* PROMPT
Each line of the listing that includes the string "linecap" needs to be located and copied.

* EXERCISE MATERIAL
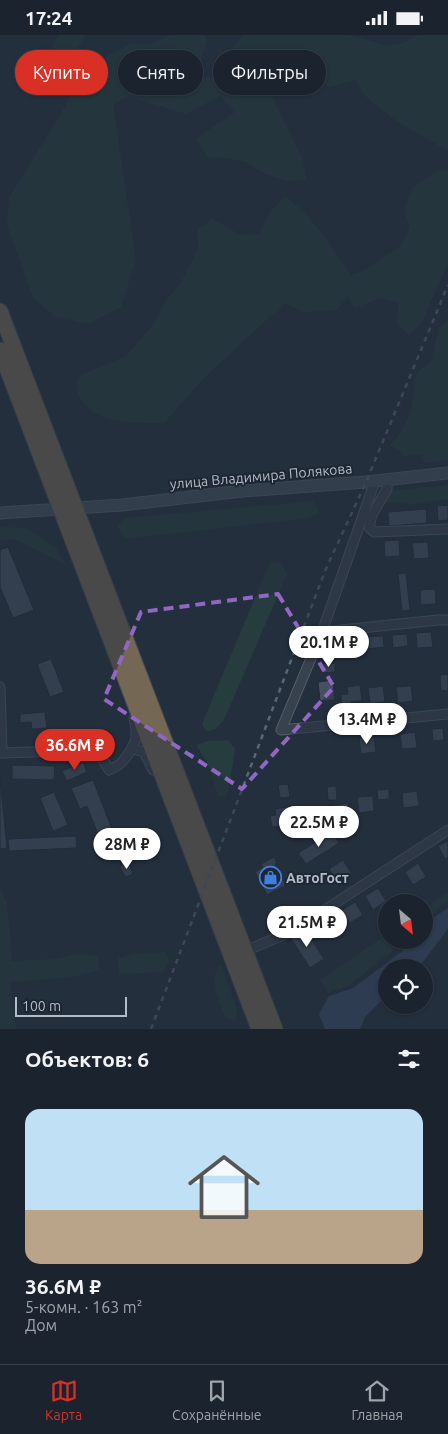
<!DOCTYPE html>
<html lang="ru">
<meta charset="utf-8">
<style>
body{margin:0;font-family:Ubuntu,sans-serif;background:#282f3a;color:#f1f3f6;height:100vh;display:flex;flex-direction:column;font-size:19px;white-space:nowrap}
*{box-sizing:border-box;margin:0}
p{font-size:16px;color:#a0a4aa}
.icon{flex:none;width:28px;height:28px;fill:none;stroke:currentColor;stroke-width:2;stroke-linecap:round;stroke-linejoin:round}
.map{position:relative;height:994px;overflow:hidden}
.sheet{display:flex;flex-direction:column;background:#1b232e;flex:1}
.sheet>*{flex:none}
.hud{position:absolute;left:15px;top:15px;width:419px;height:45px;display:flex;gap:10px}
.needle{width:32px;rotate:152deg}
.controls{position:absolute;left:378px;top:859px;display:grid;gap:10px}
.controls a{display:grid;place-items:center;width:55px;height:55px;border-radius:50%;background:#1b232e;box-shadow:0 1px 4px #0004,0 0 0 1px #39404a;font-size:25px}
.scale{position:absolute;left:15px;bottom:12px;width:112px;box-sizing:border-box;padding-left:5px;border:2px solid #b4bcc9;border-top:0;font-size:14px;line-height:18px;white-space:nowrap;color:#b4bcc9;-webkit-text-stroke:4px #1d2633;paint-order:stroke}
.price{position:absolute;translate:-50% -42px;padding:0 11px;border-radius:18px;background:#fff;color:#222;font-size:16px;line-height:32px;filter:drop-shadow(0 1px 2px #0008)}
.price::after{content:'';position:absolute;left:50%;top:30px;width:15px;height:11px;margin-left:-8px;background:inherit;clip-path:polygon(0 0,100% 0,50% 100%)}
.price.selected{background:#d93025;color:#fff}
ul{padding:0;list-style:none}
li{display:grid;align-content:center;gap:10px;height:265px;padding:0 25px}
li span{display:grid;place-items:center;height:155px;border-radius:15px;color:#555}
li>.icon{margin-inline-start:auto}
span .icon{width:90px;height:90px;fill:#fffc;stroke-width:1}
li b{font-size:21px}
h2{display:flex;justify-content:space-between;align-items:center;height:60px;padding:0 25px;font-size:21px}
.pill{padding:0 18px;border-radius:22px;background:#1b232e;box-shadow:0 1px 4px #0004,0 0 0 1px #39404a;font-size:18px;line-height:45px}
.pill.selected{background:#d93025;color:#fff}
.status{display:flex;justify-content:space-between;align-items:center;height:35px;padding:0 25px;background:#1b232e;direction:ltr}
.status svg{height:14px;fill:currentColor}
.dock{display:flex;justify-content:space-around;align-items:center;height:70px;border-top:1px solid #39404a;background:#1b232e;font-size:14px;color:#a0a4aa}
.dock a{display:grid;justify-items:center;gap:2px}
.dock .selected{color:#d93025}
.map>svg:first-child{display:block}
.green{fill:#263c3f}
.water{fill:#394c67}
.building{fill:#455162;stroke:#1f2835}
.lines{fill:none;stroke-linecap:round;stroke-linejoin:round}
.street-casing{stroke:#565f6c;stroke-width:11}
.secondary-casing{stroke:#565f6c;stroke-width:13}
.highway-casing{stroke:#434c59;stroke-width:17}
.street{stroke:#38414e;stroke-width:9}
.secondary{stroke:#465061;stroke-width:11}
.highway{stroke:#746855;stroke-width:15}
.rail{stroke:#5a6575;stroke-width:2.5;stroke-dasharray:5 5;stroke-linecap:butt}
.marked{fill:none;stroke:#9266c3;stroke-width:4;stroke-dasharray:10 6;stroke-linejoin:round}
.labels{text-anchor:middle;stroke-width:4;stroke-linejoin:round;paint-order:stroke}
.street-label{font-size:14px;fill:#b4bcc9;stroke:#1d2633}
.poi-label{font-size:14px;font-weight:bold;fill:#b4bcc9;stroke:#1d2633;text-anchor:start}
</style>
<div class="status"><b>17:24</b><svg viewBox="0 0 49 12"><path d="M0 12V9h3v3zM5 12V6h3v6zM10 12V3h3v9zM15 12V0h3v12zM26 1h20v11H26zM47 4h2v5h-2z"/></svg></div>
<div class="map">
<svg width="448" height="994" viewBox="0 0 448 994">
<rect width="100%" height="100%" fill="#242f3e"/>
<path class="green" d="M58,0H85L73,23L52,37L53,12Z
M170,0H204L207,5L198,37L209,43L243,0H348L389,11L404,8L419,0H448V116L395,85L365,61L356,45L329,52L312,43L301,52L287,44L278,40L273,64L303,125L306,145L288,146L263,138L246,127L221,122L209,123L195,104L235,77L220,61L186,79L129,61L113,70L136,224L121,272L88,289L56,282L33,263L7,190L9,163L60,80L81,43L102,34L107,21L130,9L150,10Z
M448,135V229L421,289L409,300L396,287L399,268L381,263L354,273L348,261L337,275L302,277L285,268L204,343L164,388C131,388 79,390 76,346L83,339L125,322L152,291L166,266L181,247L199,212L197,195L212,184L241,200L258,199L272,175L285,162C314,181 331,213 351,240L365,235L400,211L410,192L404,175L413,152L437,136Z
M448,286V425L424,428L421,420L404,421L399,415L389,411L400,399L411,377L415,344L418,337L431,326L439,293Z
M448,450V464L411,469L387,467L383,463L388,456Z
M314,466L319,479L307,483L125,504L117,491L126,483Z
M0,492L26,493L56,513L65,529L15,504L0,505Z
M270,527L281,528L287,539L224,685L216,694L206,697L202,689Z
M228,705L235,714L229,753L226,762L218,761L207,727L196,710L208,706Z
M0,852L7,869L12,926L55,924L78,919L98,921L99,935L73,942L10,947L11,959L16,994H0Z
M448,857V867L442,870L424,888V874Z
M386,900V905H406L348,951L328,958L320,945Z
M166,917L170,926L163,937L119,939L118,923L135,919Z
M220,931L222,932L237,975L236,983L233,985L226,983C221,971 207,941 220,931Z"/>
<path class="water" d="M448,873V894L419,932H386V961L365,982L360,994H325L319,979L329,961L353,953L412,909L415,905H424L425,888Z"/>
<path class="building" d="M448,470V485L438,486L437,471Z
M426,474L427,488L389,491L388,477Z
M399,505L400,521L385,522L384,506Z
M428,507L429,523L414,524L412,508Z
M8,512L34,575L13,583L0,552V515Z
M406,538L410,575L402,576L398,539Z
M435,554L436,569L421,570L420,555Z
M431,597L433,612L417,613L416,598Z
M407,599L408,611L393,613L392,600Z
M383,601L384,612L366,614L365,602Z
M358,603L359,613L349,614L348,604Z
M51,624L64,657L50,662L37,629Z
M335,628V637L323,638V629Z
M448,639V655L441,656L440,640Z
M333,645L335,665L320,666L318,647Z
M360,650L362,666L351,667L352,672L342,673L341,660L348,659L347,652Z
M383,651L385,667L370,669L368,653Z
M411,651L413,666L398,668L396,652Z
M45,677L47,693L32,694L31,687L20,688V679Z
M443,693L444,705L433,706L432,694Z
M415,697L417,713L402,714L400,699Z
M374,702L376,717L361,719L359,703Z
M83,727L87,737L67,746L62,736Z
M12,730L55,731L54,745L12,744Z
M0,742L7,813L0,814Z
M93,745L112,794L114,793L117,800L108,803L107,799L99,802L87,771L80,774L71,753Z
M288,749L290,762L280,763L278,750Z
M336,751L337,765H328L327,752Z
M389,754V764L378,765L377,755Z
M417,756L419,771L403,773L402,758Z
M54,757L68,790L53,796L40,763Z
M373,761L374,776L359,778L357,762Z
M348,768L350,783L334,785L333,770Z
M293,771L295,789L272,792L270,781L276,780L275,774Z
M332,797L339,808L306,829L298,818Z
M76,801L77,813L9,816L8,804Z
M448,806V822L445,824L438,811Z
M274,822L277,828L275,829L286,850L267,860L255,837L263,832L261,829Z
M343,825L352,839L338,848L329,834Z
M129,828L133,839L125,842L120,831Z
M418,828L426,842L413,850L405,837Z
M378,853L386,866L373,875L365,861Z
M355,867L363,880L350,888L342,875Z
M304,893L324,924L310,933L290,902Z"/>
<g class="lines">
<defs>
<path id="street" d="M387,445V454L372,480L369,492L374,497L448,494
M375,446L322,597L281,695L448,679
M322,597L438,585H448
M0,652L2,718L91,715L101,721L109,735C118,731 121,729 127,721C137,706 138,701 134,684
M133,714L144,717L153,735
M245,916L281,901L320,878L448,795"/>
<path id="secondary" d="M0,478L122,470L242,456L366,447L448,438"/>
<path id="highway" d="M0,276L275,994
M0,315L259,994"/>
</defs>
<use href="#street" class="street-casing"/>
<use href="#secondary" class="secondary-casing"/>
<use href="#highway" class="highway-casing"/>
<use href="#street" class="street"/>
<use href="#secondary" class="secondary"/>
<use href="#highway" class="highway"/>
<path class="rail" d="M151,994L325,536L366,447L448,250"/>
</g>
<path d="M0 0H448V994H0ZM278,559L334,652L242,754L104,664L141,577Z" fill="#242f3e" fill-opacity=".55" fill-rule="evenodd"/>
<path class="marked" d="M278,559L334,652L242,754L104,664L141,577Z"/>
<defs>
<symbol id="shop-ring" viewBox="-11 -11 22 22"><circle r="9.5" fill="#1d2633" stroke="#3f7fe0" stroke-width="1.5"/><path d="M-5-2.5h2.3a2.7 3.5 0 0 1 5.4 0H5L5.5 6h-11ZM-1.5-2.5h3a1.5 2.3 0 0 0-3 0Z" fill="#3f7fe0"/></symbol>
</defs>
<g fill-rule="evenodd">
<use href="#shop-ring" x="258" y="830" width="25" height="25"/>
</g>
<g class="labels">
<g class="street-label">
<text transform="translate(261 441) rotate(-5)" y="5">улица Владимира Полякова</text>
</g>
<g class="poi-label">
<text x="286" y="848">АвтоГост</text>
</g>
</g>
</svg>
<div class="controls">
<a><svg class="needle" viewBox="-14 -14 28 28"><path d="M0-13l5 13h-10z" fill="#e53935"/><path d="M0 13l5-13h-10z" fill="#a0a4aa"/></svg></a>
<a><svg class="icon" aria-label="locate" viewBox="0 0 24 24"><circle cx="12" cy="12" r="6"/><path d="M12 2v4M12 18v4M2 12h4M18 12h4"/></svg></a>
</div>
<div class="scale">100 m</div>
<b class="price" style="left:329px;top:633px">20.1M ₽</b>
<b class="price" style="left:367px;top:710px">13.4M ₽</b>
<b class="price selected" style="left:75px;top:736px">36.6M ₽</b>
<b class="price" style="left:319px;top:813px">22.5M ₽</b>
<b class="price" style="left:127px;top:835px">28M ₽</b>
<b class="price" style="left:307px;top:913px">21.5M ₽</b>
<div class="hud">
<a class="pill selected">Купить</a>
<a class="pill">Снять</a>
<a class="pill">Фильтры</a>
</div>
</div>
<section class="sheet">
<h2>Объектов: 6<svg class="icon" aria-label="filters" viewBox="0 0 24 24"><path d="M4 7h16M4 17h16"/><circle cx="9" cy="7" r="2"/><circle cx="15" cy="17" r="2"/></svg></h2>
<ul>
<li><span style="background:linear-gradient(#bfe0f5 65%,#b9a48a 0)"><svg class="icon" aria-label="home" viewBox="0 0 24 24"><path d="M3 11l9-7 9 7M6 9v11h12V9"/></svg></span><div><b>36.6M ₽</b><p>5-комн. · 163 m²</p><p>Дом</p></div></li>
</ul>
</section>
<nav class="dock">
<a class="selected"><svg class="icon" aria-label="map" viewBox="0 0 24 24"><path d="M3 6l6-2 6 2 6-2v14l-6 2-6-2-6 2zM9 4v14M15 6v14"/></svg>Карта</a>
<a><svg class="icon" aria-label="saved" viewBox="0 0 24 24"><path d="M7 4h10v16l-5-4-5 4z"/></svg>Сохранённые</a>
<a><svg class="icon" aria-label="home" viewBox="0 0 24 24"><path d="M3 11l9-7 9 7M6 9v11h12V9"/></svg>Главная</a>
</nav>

* YOUR RESPONSE
.icon{flex:none;width:28px;height:28px;fill:none;stroke:currentColor;stroke-width:2;stroke-linecap:round;stroke-linejoin:round}
.lines{fill:none;stroke-linecap:round;stroke-linejoin:round}
.rail{stroke:#5a6575;stroke-width:2.5;stroke-dasharray:5 5;stroke-linecap:butt}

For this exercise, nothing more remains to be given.